Among Kerry's accomplishments is to enliven the use of the A word" in the Palestinian
. It's not hard to guess that it will join BDS in the slogans of Palestine's friends, Jewish and otherwise.
No Israeli government that I can imagine will comply with the Kerry-Carter-Jewish leftist fantasy of annexing the entire West Bank. Naftali Bennett or only his crazier party colleagues might have wet dreams of that nature, but we can hope for enough sanity from Israel's non-religious right and center.
Palestinians in the West Bank must get used to living without a state in the conventional sense. They've done it forever, there never having been a State of Palestine except in the dreamworld of the UN.
In their anomalous status, Palestinians do not suffer politically, economically, or socially more than the average Muslims across the Middle East. They do better than most, with increasing access to jobs in Israel, work in Israeli enterprises that others want to boycott because they are in the "territories," and with access to Israeli hospitals if needed.
They travel internationally with Palestinian travel documents, often via Jordan where many of them hold citizenship.
Neither the UN nor the Jewish left will force Israel to incorporate all of the West Bank.
Dangers from the Jewish left are balanced along with dangers from the Jewish right. The aspiration to extend settlement beyond the few major blocs our side of the wall and annex large swaths of the West Bank are as problematic as the leftist specter of a one state solution.
Competing with the flap about Kerry and apartheid is the rejection of J Street's application for membership by the Conference of Presidents of Major American Jewish Organizations.
While Kerry's mumbles tells us something about the Jewish left and its access to the Obama administration, the Conference rejection of J Street sets us thinking about the Jewish right.
Those of us in the middle must protect ourselves from both.
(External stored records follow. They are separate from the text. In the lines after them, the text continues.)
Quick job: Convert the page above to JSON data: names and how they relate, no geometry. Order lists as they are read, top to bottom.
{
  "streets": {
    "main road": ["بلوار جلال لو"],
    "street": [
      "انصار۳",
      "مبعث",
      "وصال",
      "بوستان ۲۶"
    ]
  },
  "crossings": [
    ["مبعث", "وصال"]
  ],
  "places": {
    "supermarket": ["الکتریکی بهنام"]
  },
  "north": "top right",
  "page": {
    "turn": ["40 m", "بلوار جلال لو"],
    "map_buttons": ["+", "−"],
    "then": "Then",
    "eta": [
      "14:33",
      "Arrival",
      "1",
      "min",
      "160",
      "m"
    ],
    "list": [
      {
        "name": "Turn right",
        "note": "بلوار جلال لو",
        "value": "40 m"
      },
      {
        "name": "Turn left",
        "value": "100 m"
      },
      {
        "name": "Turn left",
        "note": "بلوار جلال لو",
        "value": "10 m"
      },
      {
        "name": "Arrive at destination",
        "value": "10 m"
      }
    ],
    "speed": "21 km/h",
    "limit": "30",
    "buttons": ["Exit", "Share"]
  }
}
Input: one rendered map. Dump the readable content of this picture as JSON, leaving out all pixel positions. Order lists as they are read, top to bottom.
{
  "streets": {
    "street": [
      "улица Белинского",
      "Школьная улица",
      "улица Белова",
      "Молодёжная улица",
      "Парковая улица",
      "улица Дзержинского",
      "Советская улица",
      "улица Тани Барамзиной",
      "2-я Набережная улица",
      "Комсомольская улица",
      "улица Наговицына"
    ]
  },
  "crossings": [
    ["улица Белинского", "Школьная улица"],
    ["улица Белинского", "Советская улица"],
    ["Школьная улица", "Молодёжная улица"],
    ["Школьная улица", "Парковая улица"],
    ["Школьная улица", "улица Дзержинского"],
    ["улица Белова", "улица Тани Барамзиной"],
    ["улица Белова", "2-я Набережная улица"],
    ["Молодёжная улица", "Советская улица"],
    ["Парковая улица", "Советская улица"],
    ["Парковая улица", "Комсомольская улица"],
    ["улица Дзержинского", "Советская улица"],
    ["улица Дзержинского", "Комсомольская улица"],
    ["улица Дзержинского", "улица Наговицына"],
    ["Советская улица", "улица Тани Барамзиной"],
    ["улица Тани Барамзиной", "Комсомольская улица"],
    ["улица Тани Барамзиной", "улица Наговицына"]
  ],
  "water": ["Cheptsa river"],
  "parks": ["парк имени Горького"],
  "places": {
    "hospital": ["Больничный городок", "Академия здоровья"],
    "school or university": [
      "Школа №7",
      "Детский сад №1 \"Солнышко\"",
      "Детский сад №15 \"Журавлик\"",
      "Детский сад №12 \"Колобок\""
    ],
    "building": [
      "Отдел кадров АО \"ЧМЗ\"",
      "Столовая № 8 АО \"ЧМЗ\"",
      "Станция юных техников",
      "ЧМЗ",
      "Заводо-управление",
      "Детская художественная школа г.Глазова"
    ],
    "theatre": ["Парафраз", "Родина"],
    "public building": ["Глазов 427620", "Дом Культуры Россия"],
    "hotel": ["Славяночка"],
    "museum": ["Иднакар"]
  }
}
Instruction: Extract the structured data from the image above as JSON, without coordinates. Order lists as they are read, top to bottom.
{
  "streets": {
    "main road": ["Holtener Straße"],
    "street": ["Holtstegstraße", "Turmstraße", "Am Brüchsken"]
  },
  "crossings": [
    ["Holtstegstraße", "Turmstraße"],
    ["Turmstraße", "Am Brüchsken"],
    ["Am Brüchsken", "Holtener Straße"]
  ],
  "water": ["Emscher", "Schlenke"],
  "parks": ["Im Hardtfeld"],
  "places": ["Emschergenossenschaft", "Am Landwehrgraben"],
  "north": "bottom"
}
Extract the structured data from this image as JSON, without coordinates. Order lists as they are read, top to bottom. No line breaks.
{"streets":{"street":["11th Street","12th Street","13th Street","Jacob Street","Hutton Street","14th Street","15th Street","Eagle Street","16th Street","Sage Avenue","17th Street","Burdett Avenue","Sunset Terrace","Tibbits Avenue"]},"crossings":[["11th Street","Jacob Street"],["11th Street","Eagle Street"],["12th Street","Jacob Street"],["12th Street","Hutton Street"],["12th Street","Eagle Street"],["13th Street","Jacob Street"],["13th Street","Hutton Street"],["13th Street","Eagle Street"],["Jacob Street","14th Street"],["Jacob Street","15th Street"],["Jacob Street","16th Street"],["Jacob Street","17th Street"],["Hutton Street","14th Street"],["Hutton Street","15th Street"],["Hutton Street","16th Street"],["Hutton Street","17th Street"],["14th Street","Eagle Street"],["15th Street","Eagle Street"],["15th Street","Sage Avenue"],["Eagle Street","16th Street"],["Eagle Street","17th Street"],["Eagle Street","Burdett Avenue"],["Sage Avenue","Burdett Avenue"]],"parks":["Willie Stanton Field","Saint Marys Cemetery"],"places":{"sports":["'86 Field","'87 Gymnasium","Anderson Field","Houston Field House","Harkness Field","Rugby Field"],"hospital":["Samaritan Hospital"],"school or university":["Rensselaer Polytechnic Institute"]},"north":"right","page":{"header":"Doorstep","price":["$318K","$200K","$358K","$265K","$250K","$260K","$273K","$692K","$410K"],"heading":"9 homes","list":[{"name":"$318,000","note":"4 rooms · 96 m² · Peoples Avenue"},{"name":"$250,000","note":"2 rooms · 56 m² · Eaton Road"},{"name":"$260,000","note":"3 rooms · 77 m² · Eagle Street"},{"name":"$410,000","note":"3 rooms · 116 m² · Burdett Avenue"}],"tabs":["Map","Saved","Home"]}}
The rejection stands apart from Jews' cultural affinity for dispute without violence, but it is not unique in that respect. There is in Jewish culture an acceptance of shunning the undesirable, as well as welcoming dispute. It's not always easy to know how far one can go without triggering intolerance.
History has had some bad examples. Spinoza and Jesus Christ rank high among those whose rejection has rebounded to harm the community.
Spinoza became one of the landmarks in the intellectual contributions of the Jews, and is read more than anything attributed to the Amsterdam community that declared him out of bounds.
Assessing Jesus is more problematic. He was not clearly more creative than the prophets whose ideas from centuries past he promoted. He also challenged one of the essential features of Judaism by what Christians see as his heroic overturning of the money changers' tables. Without those money changers, Jews from outside of Jerusalem could not implement the sacrifices that were at the center of the Temple ritual. That Jesus did it on the eve of Passover was a foolhardy act in the context of what was most likely thousands of pilgrims crowding the site.
Yet that radical became the central figure in the world's most dominant religion, and the story told by his followers produced untold numbers of horrors, and led eventually to the greatest horror of them all.
Shunning remains in the ultra-Orthodox communities, as any reading of the posters in their neighborhoods will show. Some only curse and demand the avoidance of outsiders or those deemed to be morally corrupt, but some attack with the most vicious of Hebrew rabbis whose decisions or writings have offend other rabbis.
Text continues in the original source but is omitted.